WORK TO BE COMPLETED → From the entries underneath, give the number of lines holding the word "dots", without any other words.

LISTED ENTRIES: Begin

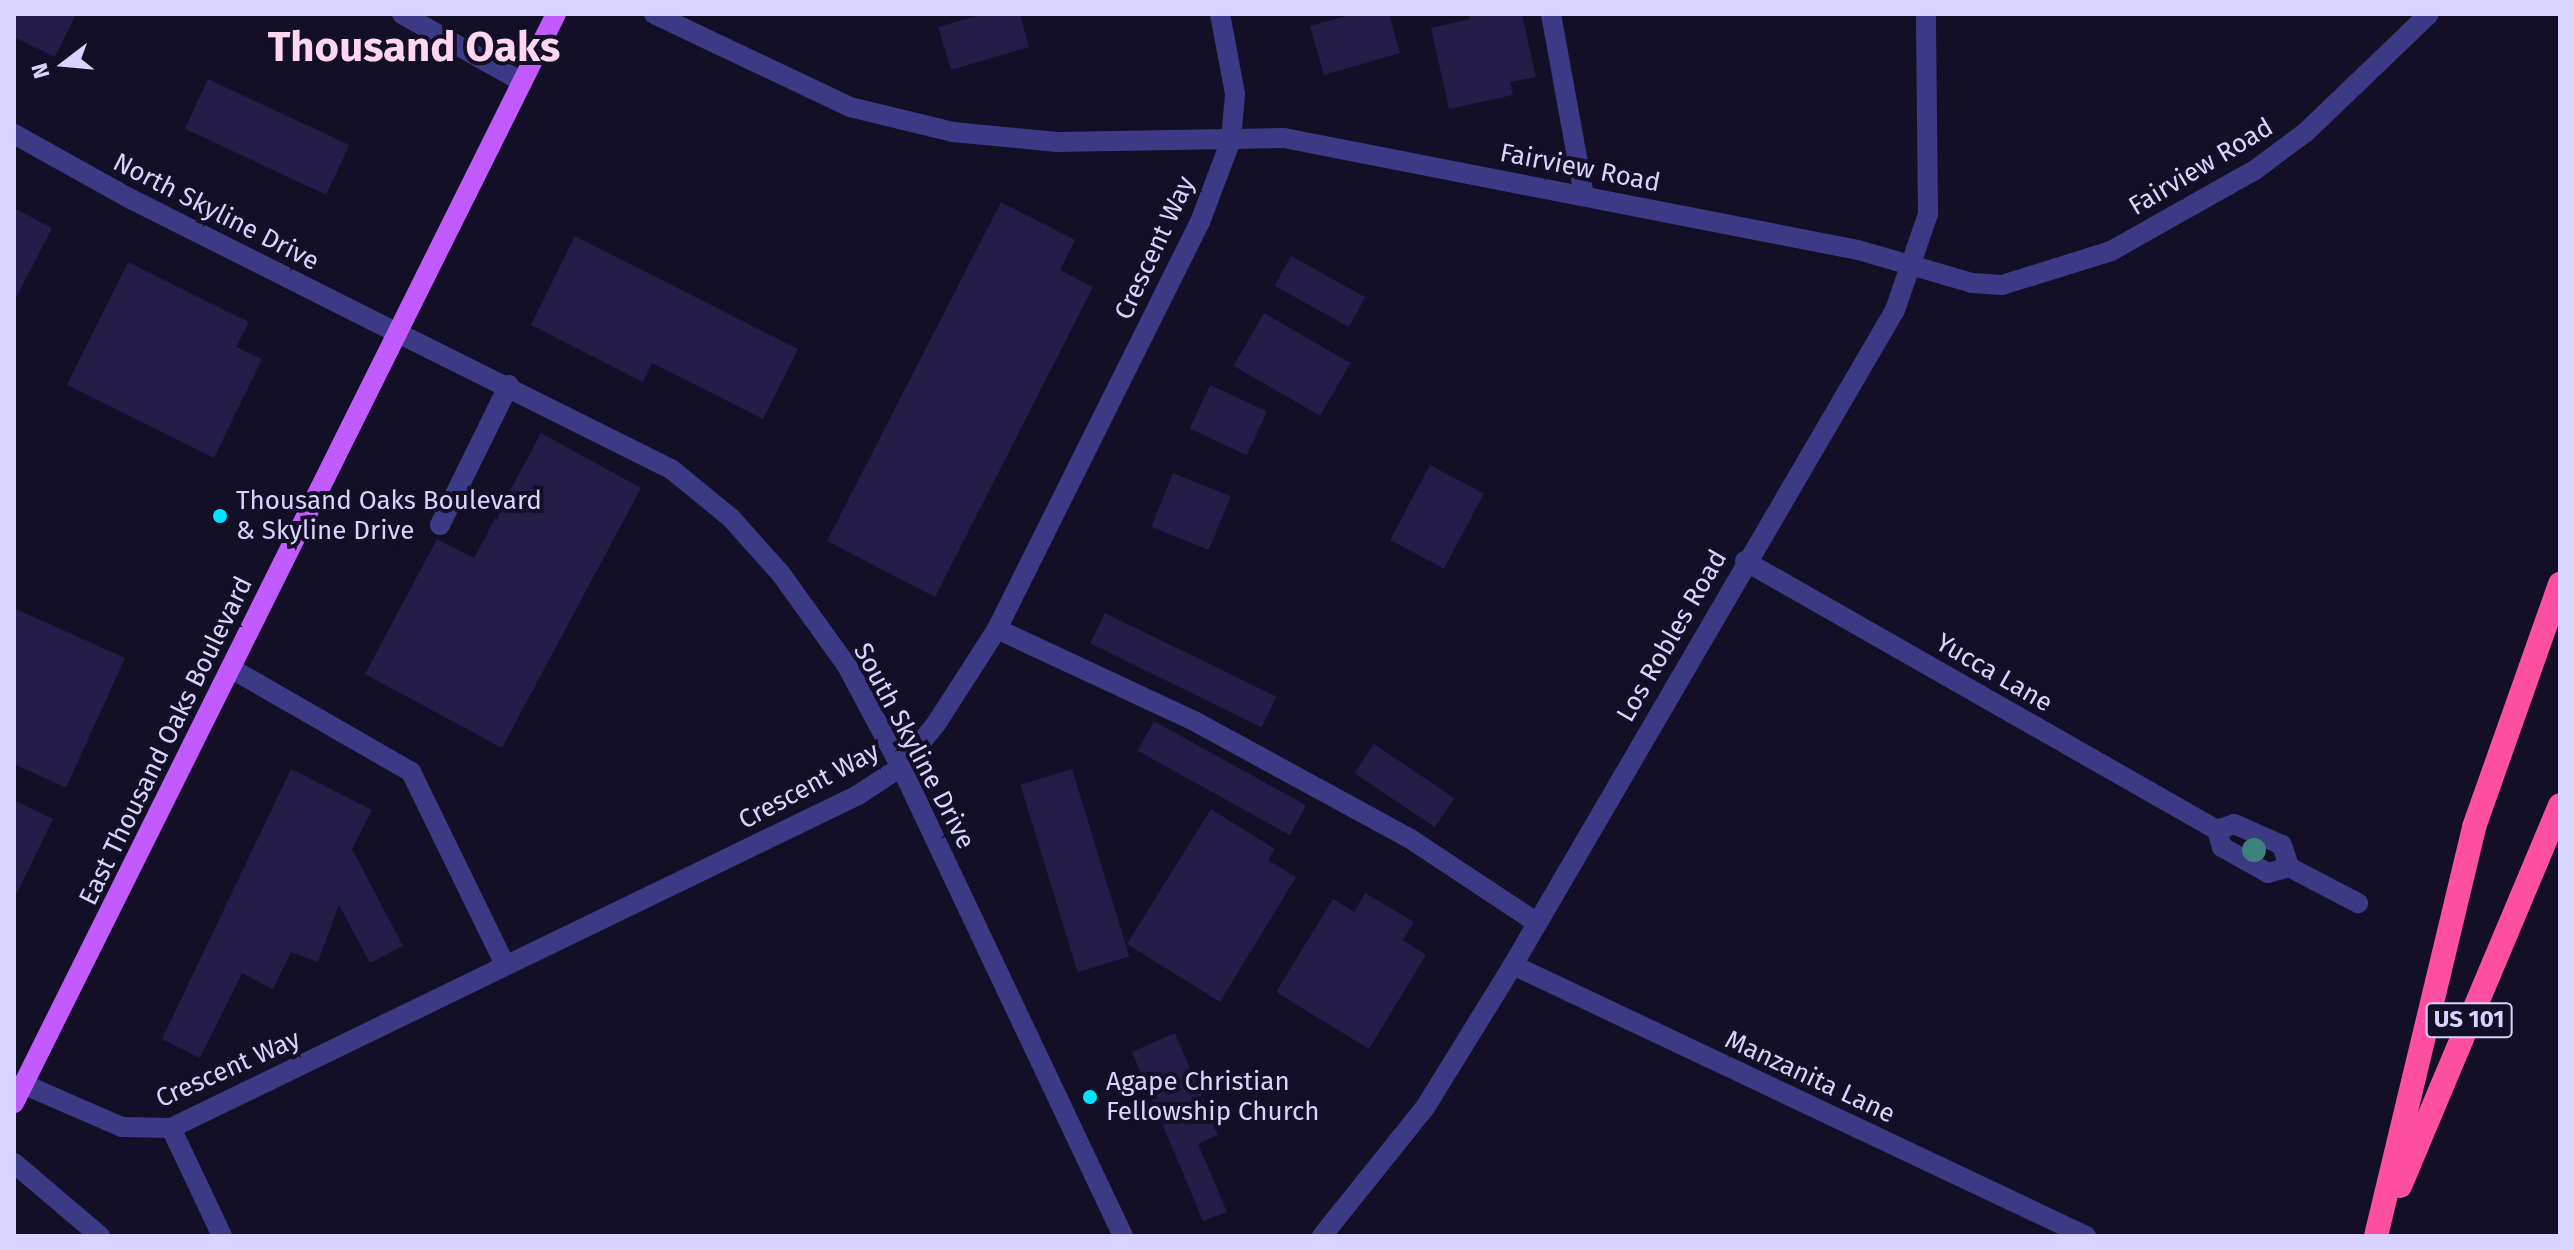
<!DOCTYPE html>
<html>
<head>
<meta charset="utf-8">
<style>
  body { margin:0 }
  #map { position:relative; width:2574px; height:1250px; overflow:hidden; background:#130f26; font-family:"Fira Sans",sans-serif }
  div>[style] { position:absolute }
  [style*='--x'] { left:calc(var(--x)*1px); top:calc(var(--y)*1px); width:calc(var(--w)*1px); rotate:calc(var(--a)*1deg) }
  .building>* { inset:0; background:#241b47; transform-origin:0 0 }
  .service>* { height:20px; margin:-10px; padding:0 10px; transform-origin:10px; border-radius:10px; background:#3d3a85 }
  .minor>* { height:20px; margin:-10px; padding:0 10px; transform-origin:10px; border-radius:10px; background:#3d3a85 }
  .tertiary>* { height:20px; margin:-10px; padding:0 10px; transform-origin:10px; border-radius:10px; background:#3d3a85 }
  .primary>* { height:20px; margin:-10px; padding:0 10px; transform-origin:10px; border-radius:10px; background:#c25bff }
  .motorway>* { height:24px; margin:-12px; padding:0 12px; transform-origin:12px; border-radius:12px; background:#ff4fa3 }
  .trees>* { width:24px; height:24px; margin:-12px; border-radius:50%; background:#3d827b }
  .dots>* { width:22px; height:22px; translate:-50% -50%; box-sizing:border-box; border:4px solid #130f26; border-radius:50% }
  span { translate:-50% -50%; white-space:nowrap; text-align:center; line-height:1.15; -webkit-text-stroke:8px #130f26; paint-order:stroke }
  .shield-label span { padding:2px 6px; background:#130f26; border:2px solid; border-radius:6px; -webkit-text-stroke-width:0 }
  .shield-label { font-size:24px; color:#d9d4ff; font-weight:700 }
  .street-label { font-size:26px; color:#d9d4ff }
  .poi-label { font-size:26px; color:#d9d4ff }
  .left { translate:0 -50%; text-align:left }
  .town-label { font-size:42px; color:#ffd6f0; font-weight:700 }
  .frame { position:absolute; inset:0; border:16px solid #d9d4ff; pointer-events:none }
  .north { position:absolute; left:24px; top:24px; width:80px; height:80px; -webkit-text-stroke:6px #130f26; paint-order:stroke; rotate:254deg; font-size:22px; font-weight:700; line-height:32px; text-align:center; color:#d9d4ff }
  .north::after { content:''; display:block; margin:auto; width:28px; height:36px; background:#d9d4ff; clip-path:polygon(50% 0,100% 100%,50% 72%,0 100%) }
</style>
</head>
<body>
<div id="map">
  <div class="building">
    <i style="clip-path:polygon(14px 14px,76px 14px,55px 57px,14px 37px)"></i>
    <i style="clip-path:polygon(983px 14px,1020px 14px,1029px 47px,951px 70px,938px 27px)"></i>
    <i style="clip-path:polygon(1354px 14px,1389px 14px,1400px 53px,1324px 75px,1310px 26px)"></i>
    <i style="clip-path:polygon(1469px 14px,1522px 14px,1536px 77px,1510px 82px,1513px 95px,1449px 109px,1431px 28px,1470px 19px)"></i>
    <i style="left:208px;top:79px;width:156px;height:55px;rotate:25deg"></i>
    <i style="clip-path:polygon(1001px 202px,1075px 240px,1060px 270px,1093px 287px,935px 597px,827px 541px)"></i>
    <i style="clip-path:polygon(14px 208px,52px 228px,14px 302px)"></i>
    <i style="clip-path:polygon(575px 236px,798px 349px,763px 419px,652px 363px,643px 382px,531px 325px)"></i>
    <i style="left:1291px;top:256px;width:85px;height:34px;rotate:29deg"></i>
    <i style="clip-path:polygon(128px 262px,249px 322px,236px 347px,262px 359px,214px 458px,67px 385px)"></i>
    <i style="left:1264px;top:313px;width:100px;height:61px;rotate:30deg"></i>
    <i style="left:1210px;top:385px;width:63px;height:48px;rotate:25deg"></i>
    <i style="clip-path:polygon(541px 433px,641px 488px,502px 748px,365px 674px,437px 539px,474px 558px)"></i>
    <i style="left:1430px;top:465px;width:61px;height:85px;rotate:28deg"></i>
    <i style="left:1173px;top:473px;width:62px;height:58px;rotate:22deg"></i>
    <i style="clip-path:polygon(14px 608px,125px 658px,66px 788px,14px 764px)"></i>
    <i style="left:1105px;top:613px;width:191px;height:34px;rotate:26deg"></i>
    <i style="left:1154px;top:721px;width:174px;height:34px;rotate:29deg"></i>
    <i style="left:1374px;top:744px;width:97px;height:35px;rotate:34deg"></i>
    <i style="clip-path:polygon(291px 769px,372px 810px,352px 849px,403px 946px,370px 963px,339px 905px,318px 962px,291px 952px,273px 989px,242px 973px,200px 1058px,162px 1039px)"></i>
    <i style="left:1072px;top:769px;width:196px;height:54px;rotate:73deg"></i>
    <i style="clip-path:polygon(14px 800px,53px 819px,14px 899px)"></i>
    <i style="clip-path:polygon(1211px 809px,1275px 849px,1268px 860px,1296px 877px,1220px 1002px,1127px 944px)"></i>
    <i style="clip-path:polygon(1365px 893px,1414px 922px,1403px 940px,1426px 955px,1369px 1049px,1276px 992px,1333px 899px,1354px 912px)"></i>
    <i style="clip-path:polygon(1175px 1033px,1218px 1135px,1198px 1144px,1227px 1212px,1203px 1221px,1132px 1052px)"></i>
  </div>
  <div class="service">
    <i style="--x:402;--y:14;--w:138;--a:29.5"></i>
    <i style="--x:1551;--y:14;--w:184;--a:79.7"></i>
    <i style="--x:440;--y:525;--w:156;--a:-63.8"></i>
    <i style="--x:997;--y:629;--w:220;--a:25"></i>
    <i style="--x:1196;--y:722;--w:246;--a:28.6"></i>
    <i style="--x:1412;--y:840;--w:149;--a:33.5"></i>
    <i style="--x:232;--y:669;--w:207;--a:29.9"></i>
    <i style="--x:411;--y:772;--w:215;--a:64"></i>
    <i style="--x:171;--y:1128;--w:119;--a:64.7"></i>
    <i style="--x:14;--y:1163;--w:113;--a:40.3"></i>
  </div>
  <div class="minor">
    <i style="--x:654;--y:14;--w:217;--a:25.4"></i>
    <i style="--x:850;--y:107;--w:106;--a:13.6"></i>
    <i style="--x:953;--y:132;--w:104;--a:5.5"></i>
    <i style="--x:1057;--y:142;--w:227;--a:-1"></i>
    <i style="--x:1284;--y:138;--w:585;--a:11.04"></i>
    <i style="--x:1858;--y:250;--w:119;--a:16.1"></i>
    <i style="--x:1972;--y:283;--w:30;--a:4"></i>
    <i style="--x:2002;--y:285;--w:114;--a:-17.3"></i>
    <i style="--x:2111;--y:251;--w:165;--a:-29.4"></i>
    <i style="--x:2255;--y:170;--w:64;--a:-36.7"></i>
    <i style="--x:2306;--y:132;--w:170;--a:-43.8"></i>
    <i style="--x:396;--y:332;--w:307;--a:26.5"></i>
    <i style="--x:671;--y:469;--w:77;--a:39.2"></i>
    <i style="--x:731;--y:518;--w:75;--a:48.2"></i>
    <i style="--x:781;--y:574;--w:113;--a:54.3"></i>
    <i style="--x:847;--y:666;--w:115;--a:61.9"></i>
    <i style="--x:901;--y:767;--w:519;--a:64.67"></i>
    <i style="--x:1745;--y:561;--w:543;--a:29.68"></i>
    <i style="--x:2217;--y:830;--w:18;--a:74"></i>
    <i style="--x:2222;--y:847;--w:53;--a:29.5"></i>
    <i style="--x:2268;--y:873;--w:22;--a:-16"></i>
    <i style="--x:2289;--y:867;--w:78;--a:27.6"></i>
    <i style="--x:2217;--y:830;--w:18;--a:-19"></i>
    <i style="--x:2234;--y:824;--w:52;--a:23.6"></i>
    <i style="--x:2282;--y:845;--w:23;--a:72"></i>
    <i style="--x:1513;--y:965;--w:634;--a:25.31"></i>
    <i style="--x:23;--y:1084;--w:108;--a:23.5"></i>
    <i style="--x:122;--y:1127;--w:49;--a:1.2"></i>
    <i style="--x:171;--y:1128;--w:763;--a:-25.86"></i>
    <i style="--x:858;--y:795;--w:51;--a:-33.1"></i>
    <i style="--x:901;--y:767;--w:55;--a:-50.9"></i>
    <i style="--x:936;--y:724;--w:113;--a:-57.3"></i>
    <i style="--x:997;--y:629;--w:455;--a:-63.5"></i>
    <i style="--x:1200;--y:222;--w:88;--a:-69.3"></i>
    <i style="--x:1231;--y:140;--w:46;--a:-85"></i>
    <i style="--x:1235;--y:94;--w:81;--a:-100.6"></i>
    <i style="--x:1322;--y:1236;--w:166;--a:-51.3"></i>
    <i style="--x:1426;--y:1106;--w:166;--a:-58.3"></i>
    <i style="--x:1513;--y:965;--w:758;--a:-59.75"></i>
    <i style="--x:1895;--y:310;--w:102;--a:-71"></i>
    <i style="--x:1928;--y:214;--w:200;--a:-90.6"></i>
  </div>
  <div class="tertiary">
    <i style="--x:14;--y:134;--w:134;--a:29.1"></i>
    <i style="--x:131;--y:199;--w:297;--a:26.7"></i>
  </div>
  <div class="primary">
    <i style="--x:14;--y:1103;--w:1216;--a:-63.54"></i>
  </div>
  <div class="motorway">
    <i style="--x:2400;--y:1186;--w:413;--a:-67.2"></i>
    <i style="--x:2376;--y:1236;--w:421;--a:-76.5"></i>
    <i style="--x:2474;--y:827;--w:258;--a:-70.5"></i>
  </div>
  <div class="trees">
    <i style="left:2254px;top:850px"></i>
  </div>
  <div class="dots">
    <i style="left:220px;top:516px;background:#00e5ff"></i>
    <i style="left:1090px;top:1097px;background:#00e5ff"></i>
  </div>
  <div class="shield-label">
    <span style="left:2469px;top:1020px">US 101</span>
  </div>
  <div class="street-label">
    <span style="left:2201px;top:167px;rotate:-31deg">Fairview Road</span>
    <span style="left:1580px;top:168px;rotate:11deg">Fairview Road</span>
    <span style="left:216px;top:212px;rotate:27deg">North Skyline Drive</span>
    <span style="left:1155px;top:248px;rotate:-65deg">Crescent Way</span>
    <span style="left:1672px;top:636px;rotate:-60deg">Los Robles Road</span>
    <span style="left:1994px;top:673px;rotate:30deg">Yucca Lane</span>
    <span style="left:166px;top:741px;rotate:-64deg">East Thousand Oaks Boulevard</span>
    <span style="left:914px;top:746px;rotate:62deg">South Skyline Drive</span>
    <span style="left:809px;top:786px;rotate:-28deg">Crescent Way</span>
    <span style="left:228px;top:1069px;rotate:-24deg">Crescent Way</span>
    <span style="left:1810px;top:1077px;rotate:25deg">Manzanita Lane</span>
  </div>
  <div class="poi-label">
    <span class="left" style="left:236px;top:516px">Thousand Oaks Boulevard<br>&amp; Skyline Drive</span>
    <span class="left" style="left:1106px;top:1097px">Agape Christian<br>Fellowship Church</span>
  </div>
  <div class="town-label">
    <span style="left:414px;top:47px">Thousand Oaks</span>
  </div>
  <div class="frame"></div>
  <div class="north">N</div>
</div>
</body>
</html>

LISTED ENTRIES: End

EXERCISE ANSWER → 2